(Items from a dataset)
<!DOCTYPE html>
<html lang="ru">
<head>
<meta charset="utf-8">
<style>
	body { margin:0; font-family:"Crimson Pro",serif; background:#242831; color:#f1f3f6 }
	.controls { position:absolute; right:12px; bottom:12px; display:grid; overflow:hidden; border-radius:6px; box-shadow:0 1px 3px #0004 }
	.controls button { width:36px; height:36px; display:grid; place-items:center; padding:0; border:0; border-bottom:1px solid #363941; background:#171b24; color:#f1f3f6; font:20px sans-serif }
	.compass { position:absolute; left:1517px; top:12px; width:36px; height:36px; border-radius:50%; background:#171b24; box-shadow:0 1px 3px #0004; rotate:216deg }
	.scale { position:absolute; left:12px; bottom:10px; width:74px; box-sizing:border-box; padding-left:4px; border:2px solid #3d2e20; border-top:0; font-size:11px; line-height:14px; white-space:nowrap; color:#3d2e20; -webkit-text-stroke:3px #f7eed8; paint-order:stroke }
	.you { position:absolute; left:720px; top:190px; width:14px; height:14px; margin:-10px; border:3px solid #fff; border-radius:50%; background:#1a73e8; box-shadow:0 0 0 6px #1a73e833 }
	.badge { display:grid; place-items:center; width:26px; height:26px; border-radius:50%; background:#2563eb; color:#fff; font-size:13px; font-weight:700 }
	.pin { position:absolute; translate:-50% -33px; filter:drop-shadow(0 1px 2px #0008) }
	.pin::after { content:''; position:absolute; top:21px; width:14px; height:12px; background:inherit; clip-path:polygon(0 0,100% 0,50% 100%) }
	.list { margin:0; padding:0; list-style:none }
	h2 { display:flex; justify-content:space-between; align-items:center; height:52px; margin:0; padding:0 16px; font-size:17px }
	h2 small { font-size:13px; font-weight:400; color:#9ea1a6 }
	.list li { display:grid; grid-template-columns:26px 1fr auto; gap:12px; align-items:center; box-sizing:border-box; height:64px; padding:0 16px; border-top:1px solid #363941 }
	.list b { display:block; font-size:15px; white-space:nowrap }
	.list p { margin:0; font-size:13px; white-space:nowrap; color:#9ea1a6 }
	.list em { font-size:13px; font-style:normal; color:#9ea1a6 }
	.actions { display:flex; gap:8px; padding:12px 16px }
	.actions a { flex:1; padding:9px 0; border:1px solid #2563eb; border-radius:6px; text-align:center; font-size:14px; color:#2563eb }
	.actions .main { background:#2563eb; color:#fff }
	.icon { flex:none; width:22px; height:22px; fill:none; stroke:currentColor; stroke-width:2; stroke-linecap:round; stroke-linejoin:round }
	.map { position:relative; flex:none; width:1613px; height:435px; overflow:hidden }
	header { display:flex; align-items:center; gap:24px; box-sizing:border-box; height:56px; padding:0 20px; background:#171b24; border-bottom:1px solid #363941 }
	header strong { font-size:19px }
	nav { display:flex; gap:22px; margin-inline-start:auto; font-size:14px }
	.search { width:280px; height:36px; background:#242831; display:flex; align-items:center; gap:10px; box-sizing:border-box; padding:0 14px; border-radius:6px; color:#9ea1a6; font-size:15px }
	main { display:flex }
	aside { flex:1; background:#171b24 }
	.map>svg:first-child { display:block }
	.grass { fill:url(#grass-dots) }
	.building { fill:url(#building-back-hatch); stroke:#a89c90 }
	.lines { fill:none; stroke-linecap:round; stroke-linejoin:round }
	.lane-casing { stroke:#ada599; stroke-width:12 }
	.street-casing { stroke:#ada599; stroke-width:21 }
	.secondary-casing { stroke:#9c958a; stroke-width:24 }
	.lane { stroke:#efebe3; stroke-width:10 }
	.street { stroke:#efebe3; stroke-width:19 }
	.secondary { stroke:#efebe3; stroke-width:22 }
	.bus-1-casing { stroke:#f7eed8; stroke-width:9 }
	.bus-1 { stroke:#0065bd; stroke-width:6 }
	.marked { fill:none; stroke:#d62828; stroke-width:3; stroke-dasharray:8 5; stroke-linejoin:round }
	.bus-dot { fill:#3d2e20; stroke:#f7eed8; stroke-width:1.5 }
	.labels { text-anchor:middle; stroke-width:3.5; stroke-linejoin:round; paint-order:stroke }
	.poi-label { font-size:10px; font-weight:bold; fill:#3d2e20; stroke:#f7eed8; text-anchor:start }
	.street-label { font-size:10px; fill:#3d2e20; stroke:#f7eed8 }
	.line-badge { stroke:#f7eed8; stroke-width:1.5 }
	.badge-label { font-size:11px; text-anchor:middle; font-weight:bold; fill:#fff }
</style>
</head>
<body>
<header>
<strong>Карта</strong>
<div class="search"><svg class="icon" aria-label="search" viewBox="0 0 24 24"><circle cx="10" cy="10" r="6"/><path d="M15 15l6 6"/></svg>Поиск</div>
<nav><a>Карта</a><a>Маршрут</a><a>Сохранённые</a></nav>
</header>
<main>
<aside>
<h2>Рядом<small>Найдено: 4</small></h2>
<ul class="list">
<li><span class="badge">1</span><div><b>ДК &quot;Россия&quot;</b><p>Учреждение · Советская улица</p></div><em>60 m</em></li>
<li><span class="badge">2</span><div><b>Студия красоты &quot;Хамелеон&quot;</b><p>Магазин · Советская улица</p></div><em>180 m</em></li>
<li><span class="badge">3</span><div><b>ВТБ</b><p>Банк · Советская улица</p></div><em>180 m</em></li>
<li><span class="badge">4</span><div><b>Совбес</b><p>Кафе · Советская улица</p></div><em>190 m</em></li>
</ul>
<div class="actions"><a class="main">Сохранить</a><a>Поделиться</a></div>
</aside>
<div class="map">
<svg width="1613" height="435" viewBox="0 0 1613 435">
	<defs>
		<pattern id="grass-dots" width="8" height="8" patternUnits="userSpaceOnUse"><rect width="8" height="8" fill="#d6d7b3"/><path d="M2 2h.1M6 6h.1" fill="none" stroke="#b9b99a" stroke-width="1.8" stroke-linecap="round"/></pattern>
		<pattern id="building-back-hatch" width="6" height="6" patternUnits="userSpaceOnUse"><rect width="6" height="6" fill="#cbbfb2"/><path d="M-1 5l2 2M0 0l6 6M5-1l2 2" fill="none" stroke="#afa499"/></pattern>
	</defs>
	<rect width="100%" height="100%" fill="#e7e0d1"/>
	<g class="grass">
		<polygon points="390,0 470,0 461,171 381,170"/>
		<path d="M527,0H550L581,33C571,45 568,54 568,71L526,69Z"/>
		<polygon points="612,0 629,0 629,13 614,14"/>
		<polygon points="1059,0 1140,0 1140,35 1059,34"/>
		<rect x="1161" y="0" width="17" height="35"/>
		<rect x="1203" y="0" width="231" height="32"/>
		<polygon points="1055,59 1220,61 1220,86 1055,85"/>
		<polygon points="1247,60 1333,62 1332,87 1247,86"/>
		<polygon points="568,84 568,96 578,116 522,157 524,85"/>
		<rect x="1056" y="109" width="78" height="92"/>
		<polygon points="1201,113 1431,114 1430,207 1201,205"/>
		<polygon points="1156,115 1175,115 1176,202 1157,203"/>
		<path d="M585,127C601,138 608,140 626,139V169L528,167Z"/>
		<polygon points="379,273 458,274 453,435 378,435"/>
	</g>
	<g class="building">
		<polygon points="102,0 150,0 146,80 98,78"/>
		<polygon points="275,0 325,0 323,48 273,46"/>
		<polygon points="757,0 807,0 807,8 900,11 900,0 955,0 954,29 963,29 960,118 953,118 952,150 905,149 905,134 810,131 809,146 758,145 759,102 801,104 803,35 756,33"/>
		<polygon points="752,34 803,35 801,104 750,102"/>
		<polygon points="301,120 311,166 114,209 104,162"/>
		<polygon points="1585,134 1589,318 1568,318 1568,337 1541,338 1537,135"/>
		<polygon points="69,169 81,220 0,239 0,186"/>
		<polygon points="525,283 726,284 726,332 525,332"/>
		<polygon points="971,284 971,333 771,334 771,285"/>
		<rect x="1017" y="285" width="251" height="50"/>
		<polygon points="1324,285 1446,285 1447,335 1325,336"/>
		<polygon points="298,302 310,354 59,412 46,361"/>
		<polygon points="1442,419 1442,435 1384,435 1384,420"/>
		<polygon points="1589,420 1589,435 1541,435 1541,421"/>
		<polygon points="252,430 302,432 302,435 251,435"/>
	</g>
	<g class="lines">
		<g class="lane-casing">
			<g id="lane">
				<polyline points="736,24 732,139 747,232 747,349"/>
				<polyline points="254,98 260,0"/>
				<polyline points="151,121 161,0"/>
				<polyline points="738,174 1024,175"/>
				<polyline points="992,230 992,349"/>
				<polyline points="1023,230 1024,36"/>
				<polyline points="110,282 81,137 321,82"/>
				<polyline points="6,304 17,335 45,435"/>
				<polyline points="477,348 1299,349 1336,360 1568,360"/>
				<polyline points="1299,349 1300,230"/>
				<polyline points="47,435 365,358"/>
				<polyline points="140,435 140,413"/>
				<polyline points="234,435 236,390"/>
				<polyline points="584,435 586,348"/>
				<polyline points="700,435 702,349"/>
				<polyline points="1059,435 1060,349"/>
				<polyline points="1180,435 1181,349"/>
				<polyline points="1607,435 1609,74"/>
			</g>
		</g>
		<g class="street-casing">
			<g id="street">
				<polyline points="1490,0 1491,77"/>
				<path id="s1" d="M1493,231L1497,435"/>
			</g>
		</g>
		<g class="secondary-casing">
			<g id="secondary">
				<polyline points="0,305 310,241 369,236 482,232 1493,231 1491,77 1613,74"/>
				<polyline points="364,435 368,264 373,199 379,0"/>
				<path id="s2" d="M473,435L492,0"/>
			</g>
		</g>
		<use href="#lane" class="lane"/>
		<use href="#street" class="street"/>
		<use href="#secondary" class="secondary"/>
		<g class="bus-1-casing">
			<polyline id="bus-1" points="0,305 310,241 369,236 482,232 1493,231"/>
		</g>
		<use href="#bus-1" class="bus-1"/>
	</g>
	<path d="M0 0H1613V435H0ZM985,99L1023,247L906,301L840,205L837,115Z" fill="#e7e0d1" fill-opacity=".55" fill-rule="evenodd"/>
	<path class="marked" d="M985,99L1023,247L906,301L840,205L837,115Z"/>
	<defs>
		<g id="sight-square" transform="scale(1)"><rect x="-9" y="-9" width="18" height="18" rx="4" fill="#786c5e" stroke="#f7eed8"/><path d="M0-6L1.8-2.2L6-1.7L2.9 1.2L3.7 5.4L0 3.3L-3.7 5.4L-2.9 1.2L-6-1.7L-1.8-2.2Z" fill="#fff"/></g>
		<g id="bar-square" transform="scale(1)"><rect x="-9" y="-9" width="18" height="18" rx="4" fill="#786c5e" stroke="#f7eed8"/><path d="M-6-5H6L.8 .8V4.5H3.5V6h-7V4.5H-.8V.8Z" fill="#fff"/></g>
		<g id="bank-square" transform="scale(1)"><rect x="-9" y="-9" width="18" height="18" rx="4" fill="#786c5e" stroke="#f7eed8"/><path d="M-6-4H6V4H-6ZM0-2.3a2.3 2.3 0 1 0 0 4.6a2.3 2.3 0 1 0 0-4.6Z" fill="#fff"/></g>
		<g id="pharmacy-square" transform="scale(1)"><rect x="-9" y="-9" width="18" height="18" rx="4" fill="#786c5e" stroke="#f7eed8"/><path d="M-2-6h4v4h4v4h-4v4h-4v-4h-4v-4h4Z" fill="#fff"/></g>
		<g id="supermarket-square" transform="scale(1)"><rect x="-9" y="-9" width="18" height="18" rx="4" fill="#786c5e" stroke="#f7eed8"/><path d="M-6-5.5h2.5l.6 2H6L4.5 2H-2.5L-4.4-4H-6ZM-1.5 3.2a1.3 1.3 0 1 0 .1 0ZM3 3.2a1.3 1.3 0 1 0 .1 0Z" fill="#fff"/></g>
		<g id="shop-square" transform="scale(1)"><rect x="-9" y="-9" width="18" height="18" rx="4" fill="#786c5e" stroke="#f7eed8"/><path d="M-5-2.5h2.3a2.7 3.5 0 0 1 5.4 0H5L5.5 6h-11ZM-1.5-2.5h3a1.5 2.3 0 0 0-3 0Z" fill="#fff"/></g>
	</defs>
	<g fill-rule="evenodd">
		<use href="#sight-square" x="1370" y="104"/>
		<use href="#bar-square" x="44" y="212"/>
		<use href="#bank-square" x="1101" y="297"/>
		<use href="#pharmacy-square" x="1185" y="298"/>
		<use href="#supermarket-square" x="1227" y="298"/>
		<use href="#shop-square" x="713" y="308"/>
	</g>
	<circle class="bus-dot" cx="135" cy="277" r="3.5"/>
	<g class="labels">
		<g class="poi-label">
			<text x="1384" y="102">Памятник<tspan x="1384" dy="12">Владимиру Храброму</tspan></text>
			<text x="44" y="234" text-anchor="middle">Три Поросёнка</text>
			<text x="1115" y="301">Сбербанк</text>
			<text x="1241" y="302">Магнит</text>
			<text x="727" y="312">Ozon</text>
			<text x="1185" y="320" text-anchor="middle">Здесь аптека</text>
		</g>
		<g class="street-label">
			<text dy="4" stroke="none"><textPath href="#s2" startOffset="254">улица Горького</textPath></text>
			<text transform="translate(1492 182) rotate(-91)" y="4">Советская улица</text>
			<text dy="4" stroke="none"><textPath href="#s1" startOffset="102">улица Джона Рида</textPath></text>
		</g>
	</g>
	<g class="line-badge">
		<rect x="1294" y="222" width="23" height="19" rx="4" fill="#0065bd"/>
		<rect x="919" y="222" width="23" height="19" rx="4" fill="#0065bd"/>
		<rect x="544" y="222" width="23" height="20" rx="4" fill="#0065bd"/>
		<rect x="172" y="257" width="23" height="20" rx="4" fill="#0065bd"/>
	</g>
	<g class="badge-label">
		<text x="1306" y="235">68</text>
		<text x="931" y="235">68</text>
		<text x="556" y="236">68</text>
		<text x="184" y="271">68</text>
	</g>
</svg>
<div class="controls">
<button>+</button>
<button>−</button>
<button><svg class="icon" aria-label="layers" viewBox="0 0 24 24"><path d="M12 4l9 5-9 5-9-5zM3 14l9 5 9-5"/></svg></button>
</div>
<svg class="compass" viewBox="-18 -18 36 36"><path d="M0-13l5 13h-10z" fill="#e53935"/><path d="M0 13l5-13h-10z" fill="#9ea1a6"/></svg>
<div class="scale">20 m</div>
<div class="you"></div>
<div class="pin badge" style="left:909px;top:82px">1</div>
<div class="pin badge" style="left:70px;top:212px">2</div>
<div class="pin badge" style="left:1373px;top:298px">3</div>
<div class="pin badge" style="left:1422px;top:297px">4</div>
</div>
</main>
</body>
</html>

TASK TO COMPLETE:
For the word "overflow", find all matching lines in the entries above and copy them out.

SOLUTION TO THE EXERCISE:
	.controls { position:absolute; right:12px; bottom:12px; display:grid; overflow:hidden; border-radius:6px; box-shadow:0 1px 3px #0004 }
	.map { position:relative; flex:none; width:1613px; height:435px; overflow:hidden }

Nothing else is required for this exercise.